The Overhead Wire Daily | May 1st, 2024 | Digital Public Utilities
May 1, 2024
One of the things we’ve been thinking about a lot is the idea of transportation infrastructure as a public utility. Now more than ever I believe streets and rights of way are public utilities considering the value of this urban space we use for human transportation and goods movement, water management, and electricity and internet provision. Giving it away for free has led to many perverse incentives including vehicles now roaming around without passengers and private vehicle storage consuming acres of public lands.
So back in 2019 we had the amazing Nate Berg write a piece for us and Moovel discussing the tug of war between private companies and public entities on transportation data, which Nate evolved out of some of my thinking about whether streets could be seen as a public utility. The discussion was heating up due to ride hailing and micromobility companies vying for space on city streets while collecting massive amounts of data. What they also did was move the discussion from the use of physical space to another digital dimension about data and ownership.

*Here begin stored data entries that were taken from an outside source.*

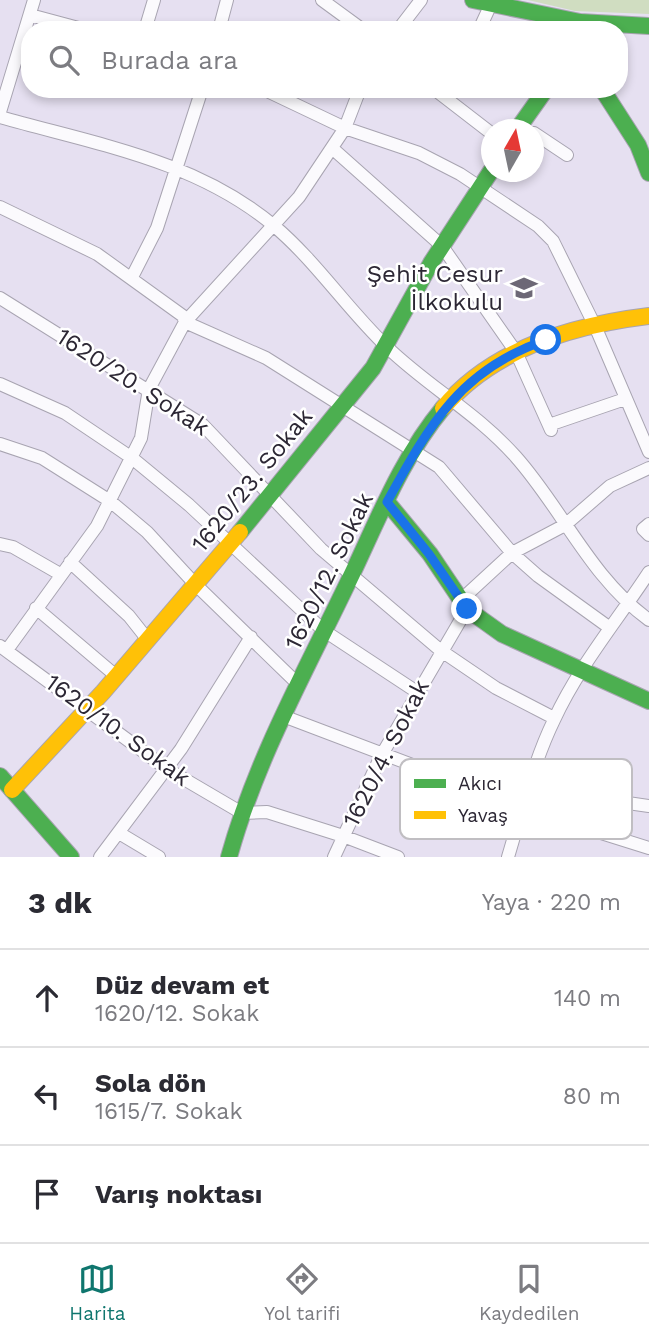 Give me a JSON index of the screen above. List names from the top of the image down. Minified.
{"streets":{"street":["1620/20. Sokak","1620/23. Sokak","1620/12. Sokak","1620/10. Sokak","1620/4. Sokak"]},"crossings":[["1620/20. Sokak","1620/23. Sokak"],["1620/20. Sokak","1620/12. Sokak"],["1620/20. Sokak","1620/4. Sokak"],["1620/23. Sokak","1620/10. Sokak"],["1620/12. Sokak","1620/10. Sokak"],["1620/10. Sokak","1620/4. Sokak"]],"places":{"school or university":["Şehit Cesur İlkokulu"]},"legend":["Akıcı","Yavaş"],"north":"top","page":{"search":"Burada ara","heading":["3 dk","Yaya · 220 m"],"list":[["Düz devam et","1620/12. Sokak","140 m"],["Sola dön","1615/7. Sokak","80 m"],"Varış noktası"],"nav":["Harita","Yol tarifi","Kaydedilen"]}} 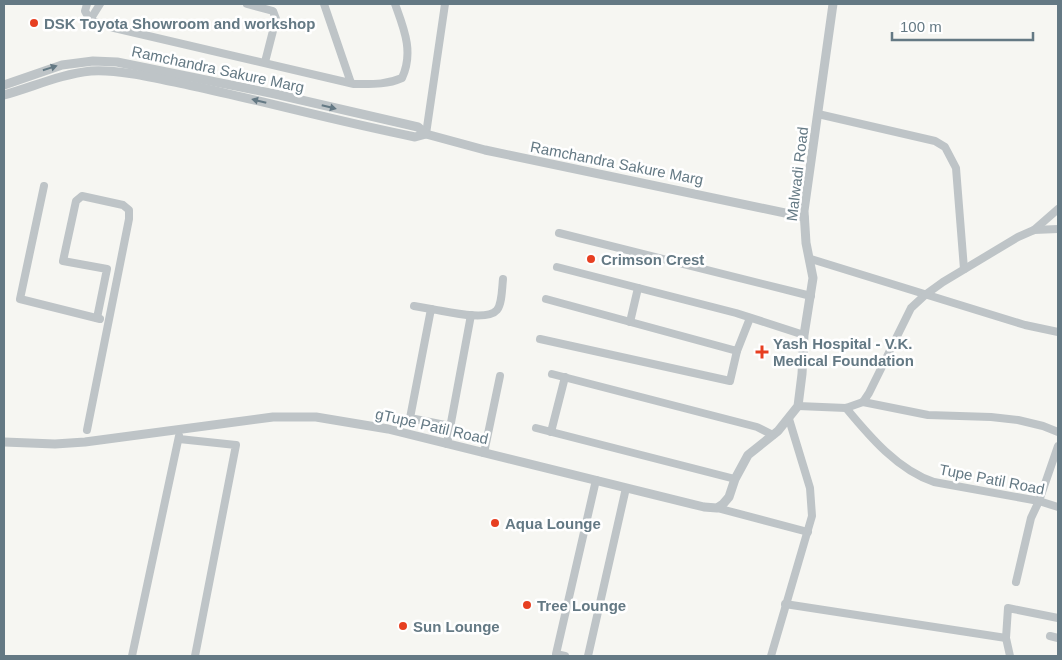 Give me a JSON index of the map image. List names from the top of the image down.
{
  "streets": {
    "street": [
      "Ramchandra Sakure Marg",
      "Malwadi Road",
      "gTupe Patil Road",
      "Tupe Patil Road"
    ]
  },
  "crossings": [
    ["Ramchandra Sakure Marg", "Malwadi Road"]
  ],
  "places": {
    "other": [
      "DSK Toyota Showroom and workshop",
      "Crimson Crest",
      "Aqua Lounge",
      "Tree Lounge",
      "Sun Lounge"
    ],
    "health": ["Yash Hospital - V.K. Medical Foundation"]
  },
  "scale_bar": "100 m"
} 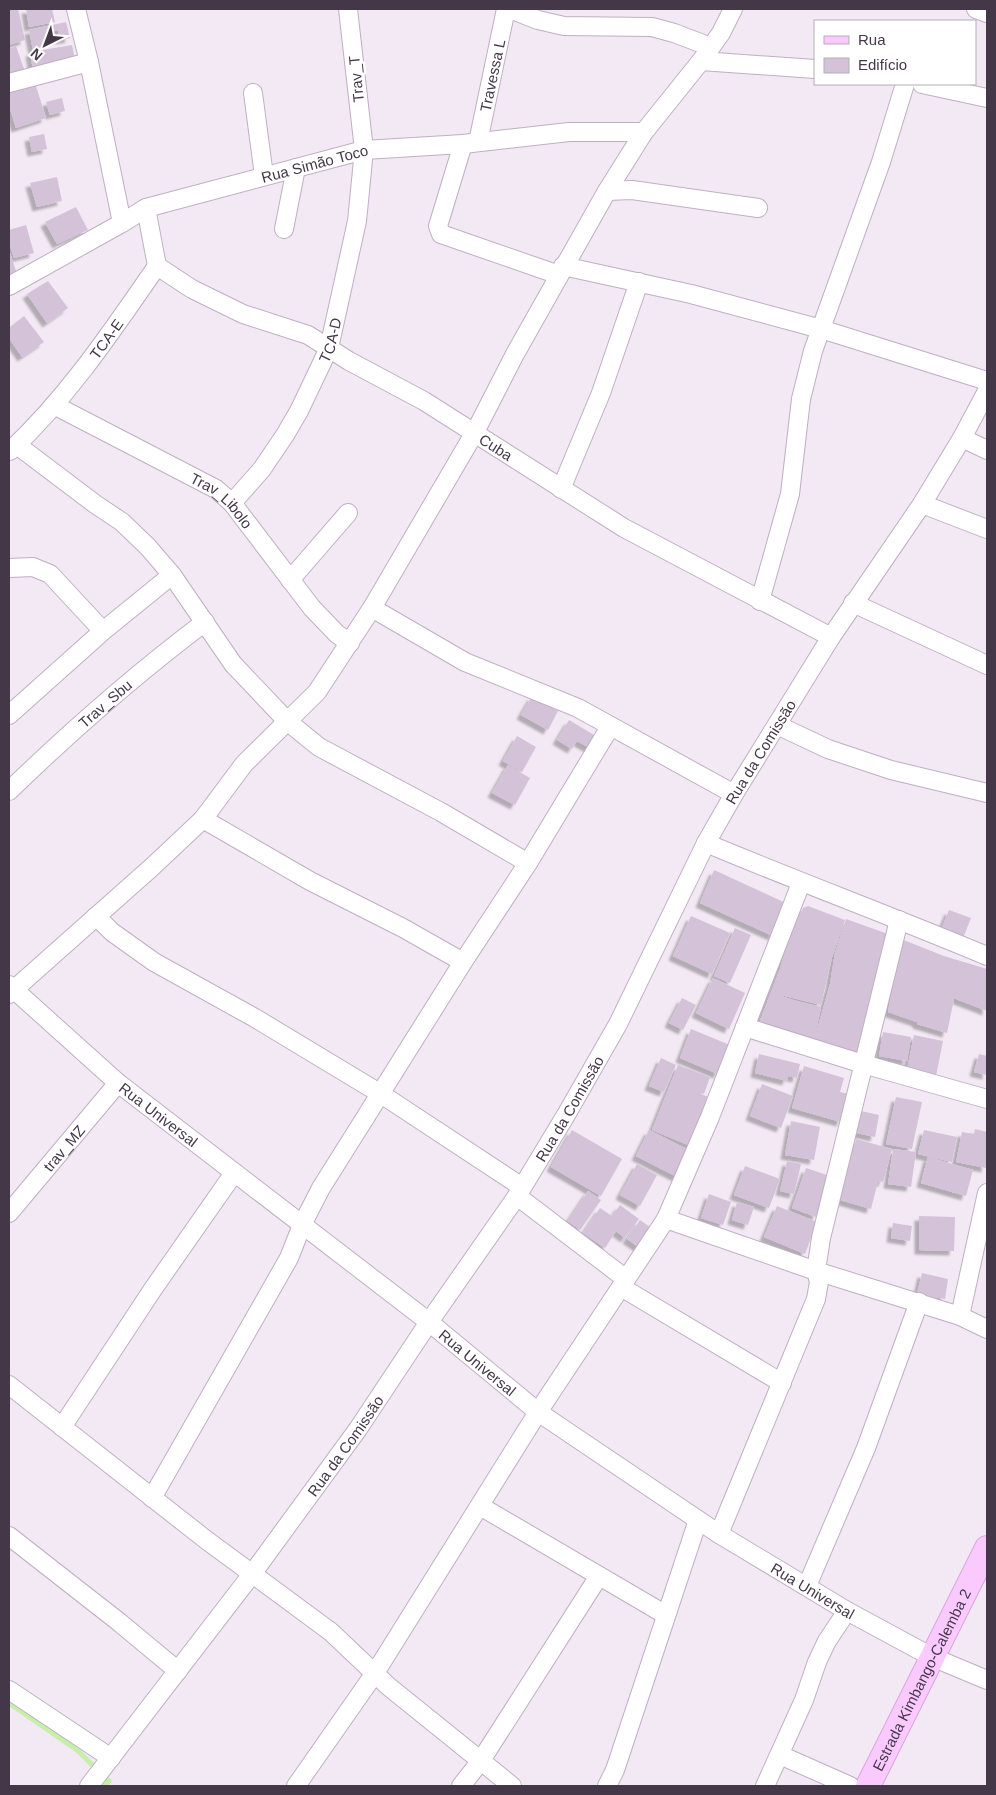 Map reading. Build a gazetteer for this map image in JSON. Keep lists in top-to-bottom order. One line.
{"streets":{"main road":["Estrada Kimbango-Calemba 2"],"street":["Travessa L","Trav_T","Rua Simão Toco","TCA-E","TCA-D","Cuba","Trav_Libolo","Trav_Sbu","Rua da Comissão","Rua Universal","trav_MZ"]},"crossings":[["Travessa L","Rua Simão Toco"],["Trav_T","Rua Simão Toco"],["Trav_T","TCA-D"],["Rua Simão Toco","TCA-D"],["TCA-E","Cuba"],["TCA-E","Trav_Libolo"],["TCA-D","Cuba"],["TCA-D","Trav_Libolo"],["Cuba","Rua da Comissão"],["Rua da Comissão","Rua Universal"],["Rua Universal","trav_MZ"],["Rua Universal","Estrada Kimbango-Calemba 2"]],"legend":["Rua","Edifício"],"north":"bottom left"} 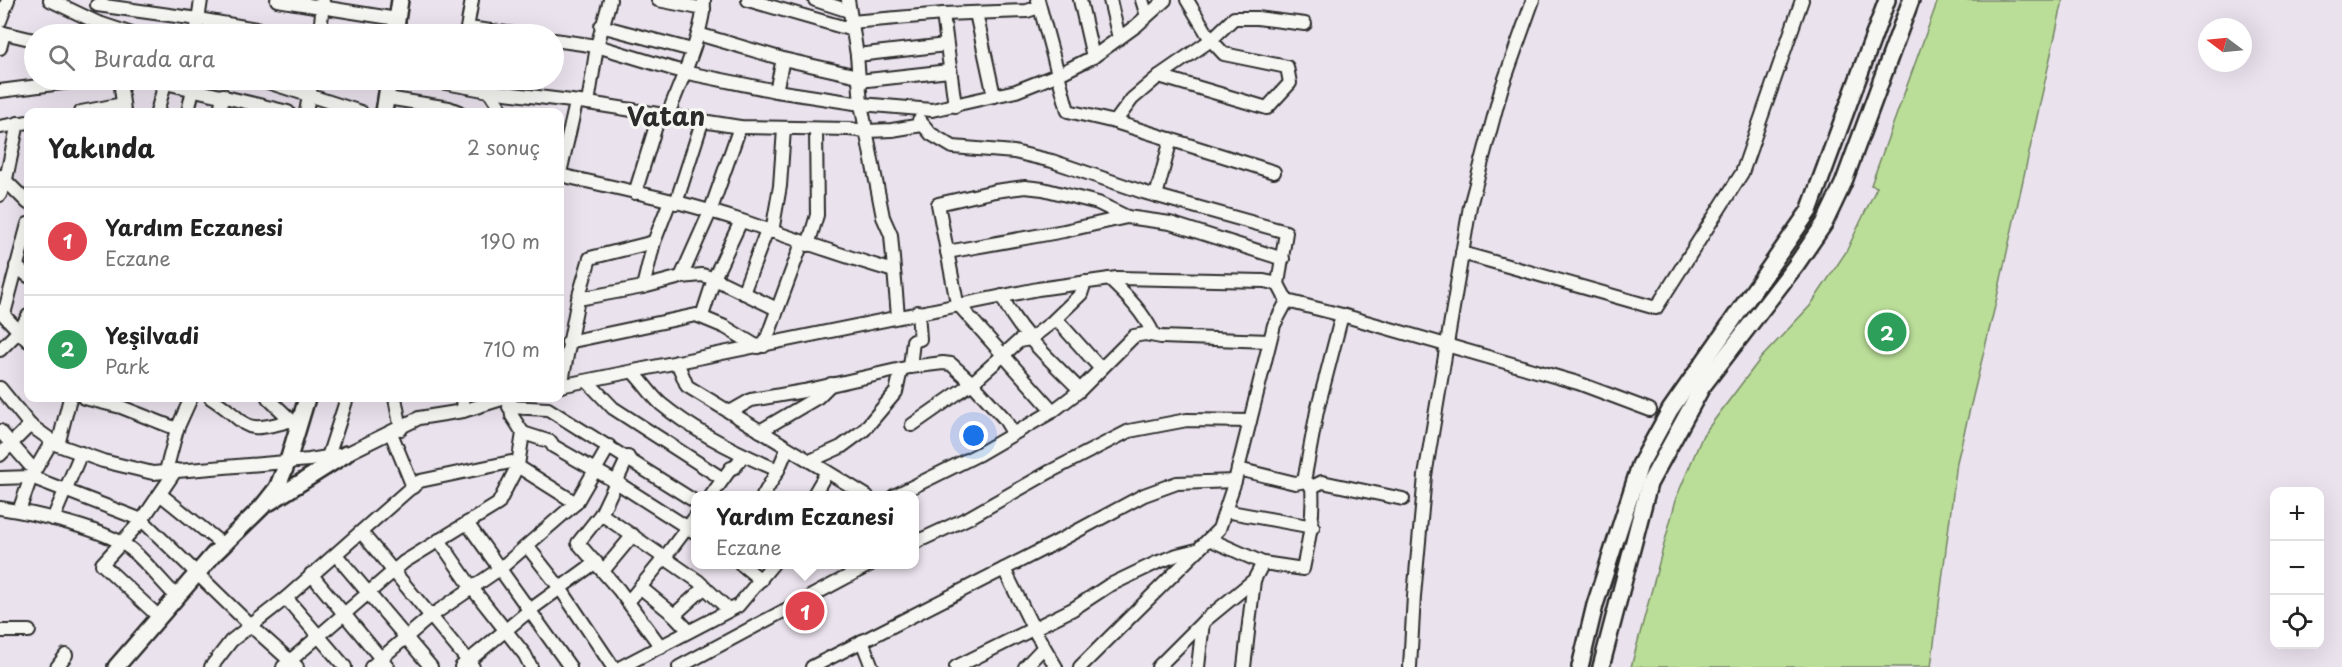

It’s interesting to me then that our conversation on digital data from mobility companies in urban spaces can also be extrapolated to mapping technology and companies such as Google, Apple, Baidu, and ESRI that have created powerful mapping and GIS tools that have evolved into their own public utilities parallel to physical rights of way and digital data created by mobility companies. The Alexander von Humboldt Institute for Internet and Society then asks whether we’ll see continued consolidation or monopolization in this space, or a new diverse set of companies and tools emerge from this mapping ecosystem that is becoming so vital not only to transportation, but the facilitation of information sharing and knowledge itself.